Tidak !!! saat anak kita mengalami masalah, dia tidak butuh dinasehati, apalagi dijudge, diomelin, dihukum, dimarahi……yang dia butuhkan adalah diterima, dipahami, ditemani dan dibantu untuk memecahkan masalahnya.
Jangan-jangan, saat kita hanya menuntut dan tak mau “terjun” membantu anak kita mengatasi masalahnya, itu karena kita juga gak tau gimana cara mengatasinya !!! Sebenarnya, kita gak perlu jadi “super” dan “bisa” memecahkan masalah anak kita sendirian….tapi sikap menerima, memahami, menemani dan membantu, akan mengarahkan kita pada upaya mencari bantuan dari pihak lain…jadi anak juga belajar dan punya model untuk melakukan langkha-langkah pemecahan masalah…

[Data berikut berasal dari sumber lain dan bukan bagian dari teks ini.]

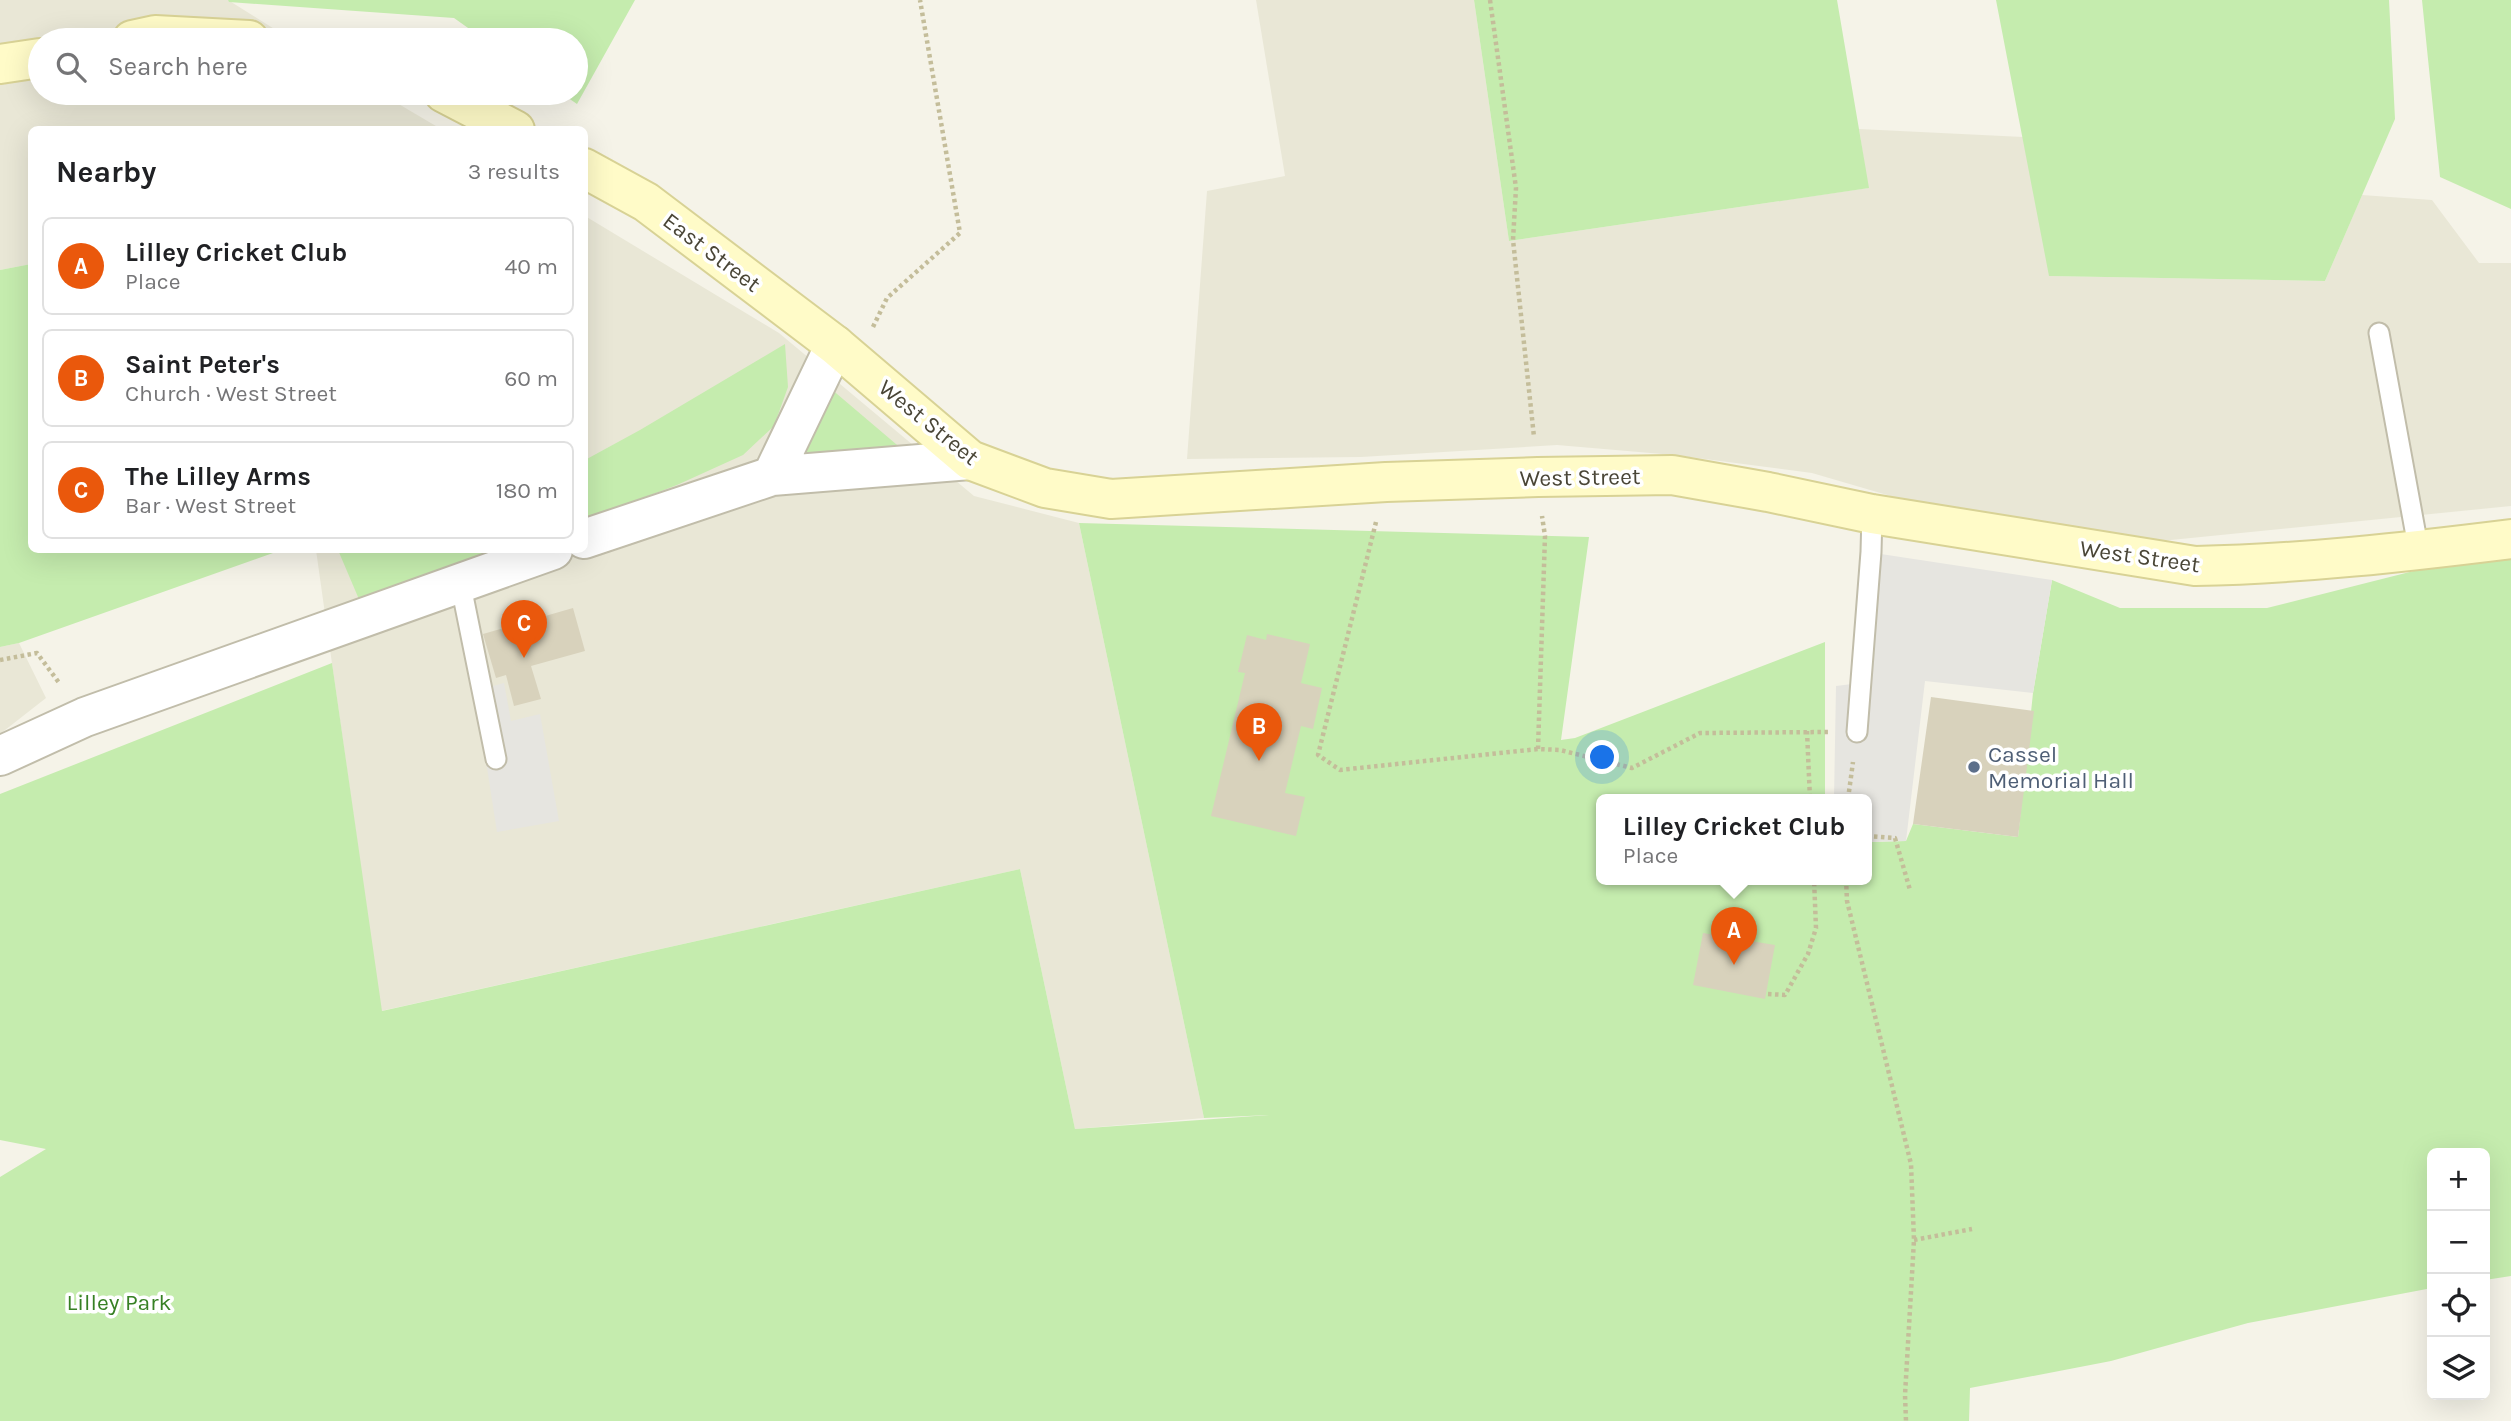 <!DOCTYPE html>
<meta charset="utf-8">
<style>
body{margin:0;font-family:Karla,sans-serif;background:#f2f2f2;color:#202124}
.controls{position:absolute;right:21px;bottom:21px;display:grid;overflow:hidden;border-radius:10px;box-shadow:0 7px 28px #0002}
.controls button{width:63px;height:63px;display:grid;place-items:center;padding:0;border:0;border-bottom:2px solid #e0e0e0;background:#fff;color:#202124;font:35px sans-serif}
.you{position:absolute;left:1603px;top:758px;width:24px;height:24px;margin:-18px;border:5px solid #fff;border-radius:50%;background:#1a73e8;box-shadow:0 0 0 10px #1a73e833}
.badge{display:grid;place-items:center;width:46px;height:46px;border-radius:50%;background:#ea580c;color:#fff;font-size:23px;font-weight:700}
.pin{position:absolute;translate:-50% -58px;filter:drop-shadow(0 2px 4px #0008)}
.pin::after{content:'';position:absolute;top:37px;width:24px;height:21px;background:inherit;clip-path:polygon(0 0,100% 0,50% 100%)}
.popup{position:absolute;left:1596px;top:794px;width:276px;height:91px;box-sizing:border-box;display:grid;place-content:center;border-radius:10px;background:#fff;filter:drop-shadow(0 2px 5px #0005);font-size:23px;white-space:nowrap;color:#757577}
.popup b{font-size:26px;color:#202124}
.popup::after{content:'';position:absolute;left:50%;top:100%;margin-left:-14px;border:14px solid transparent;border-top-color:#fff}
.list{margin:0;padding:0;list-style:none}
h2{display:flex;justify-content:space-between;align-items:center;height:91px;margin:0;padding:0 28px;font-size:30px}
h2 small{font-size:23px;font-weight:400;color:#757577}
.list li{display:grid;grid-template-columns:46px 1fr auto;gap:21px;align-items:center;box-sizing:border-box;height:98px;margin:0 14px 14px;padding:0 14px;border:2px solid #e0e0e0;border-radius:10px}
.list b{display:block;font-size:26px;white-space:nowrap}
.list p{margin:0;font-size:23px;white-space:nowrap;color:#757577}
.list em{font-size:23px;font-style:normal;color:#757577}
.icon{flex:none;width:38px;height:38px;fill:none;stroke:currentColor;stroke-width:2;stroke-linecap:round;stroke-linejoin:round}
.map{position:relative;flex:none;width:2511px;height:1421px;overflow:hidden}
.search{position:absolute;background:#fff;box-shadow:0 7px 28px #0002;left:28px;top:28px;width:560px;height:77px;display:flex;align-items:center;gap:18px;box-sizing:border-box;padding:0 24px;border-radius:38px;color:#757577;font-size:26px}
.panel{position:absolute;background:#fff;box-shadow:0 7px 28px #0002;left:28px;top:126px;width:560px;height:427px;border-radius:10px}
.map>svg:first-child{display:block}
.residential{fill:#e9e7d6}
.green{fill:#c5ecae}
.parking{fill:#e6e5e0}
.building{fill:#d8d2bc}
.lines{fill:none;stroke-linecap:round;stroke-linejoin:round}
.lane-casing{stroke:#c1bdaa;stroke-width:23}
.street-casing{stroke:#c1bdaa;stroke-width:42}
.secondary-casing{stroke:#d8d295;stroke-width:42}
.path{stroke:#c4bd9a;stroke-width:4.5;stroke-dasharray:3.5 3.5;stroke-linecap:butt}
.lane{stroke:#fff;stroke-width:19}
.street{stroke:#fff;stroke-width:38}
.secondary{stroke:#fffbc8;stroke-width:38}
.service-dot{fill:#5c6f8a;stroke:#fff;stroke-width:2.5}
.labels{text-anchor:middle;stroke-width:7;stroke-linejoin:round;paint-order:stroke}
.street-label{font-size:23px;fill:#494536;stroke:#fff}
.service-label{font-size:23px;fill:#4e5e75;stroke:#fff;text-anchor:start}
.park-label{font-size:23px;fill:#378024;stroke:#fff}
</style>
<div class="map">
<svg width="2511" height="1421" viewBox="0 0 2511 1421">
<rect width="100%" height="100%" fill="#f5f3e8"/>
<path class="residential" d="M0,0H228L292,40H40V93H380L441,129L32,130L31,264L0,270Z
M1256,0H1474L1509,241L1868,188L1859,129L2023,137L2050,276L2325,281L2362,195L2432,200L2479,263H2511V506L2151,542L1918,504L1812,473L1674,455L1557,445L1361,457L1187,459L1207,191L1285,176Z
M585,216L779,333L974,496L1079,523L1204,1118L1075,1129L1020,869L381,1011L316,550H584Z
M19,643L46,698L0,734V647Z"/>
<path class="green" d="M228,0H635L577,104L561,93H576V40H485L454,18L229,2Z
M1474,0H1837L1869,188L1509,241Z
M1996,0H2389L2395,119L2325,281L2049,276Z
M2422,0H2511V209L2440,177Z
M31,264L32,550H273V553L19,643L0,647V270Z
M785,344L788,387L774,426L743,455L677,485L585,520V460L640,430Z
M830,388L903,450L799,453Z
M1079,523L1589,537L1561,740L1575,738L1825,642V799H1601V879H1867V842L1906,841L1913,824L2018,837L2033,693L2052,580L2120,608H2267L2469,557L2511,553V1276L2485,1280V1153H2432V1288L2248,1323L2111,1361L1970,1388L1969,1421H0V1177L46,1149L0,1140V794L332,663L382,1011L1020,869L1075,1129L1269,1115L1204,1118Z
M338,550H505L361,604Z"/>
<path class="parking" d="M1861,551L2052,580L2033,693L1925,681L1906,841L1867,842V799H1834L1836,686L1852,684Z
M504,683L511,721L540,714L559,821L497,832L475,691Z"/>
<path class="building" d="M573,608L585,651L531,666L541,699L514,706L506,675L496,678L483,634Z
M1267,634L1310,644L1301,683L1322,688L1313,729L1301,726L1285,793L1305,797L1296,836L1211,816L1245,673L1238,672L1247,635L1266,640Z
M1931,697L2034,711L2018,837L1913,824Z
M1703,933L1775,945L1765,999L1693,985Z"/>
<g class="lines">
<g class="lane-casing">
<path id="lane" d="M2379,333L2419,552
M460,581L496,759
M1857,732L1871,552L1872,514"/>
</g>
<g class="street-casing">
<path id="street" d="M772,476L835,345
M584,539L772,476L970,460
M0,756L85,717L553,550"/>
</g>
<g class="secondary-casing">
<path id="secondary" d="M132,40L155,35L249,40
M0,64L40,58
M444,93L515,130
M584,168L646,202L835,345L970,460L1045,488L1111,499L1386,482L1538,477L1672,475L1768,492L1872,514L2195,566C2301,564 2406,552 2511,539"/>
</g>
<path class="path" d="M1490,0L1516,188L1513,240L1534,437
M873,327L887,298L960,233L920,0
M1376,522L1318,755L1340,770L1538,749L1560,750L1632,768L1700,733L1829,732
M0,660L37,653L60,684
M1807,731L1810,799
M1538,749L1545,536L1542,516
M1848,799L1853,762
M1867,836L1895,838L1910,890
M1846,879L1847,901L1911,1164L1914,1240L1905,1395L1906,1421
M1768,994L1785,995L1808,954L1816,928L1814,879
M1914,1240L1972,1229"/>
<use href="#lane" class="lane"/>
<use href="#street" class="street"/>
<use href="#secondary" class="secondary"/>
</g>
<circle class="service-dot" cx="1974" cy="767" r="7"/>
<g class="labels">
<g class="street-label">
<text transform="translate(712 252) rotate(37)" y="8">East Street</text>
<text transform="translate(929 422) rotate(39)" y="8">West Street</text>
<text transform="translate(1580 477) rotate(-1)" y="8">West Street</text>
<text transform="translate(2140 556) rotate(8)" y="8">West Street</text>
</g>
<g class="service-label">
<text x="1988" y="762">Cassel<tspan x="1988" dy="26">Memorial Hall</tspan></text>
</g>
<g class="park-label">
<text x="119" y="1310">Lilley Park</text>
</g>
</g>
</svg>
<div class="controls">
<button>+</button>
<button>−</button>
<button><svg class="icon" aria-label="locate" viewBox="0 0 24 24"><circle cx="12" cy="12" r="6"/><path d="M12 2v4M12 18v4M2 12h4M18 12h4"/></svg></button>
<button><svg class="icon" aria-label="layers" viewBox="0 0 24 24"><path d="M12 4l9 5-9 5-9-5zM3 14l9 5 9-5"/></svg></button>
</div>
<div class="you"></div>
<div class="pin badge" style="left:1734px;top:965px">A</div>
<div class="popup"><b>Lilley Cricket Club</b>Place</div>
<div class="pin badge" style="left:1259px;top:761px">B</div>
<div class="pin badge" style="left:524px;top:658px">C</div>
<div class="search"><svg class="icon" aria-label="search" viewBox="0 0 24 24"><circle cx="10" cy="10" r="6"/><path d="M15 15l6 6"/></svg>Search here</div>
<section class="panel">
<h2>Nearby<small>3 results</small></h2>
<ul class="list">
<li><span class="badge">A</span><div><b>Lilley Cricket Club</b><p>Place</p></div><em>40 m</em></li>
<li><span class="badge">B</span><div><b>Saint Peter's</b><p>Church · West Street</p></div><em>60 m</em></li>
<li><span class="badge">C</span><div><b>The Lilley Arms</b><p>Bar · West Street</p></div><em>180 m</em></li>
</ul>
</section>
</div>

Sejak saat itu sikap saya pada Umar berubah. Memang berproses. Saya harus berterima kasih banyak pada Mas, yang banyak membantu saya untuk memahami kondisi Umar (mungkin karena mas memiliki kecenderungan yang sama dengan Umar haha….). Saya mengajarkannya untuk melakukan tindakan antisipasi untuk menanggulangi masalahnya. Setiap kali dia mendapat surat penting, entah itu jadwal uts, jadwal pelajaran, dll saya ajarkan dia untuk menscannya langsung. Jadi, saat hilang dia masih punya kopiannya di komputer. Saya ajarkan dan ingatkan terus untuk menyimpan semua keperluan sekolahnya di meja dan lemari belajarnya. Saya belikan styrofoam buat dia menempelkan seluruh lembaran penting yang dia dapat dari sekolah. Dan dengan cara yang amat sederhana ini, seluruh permasalahan mengenai kehilangan informasi penting dari sekolah, terselesaikan ! Lupa bikin PR yang dulu sering terjadi? sudah tak pernah terjadi lagi dengan aturan membereskan buku dan mengecek pelajaran untuk pelajaran besok siang hari sepulang sekolah, sebagai syarat dia boleh main.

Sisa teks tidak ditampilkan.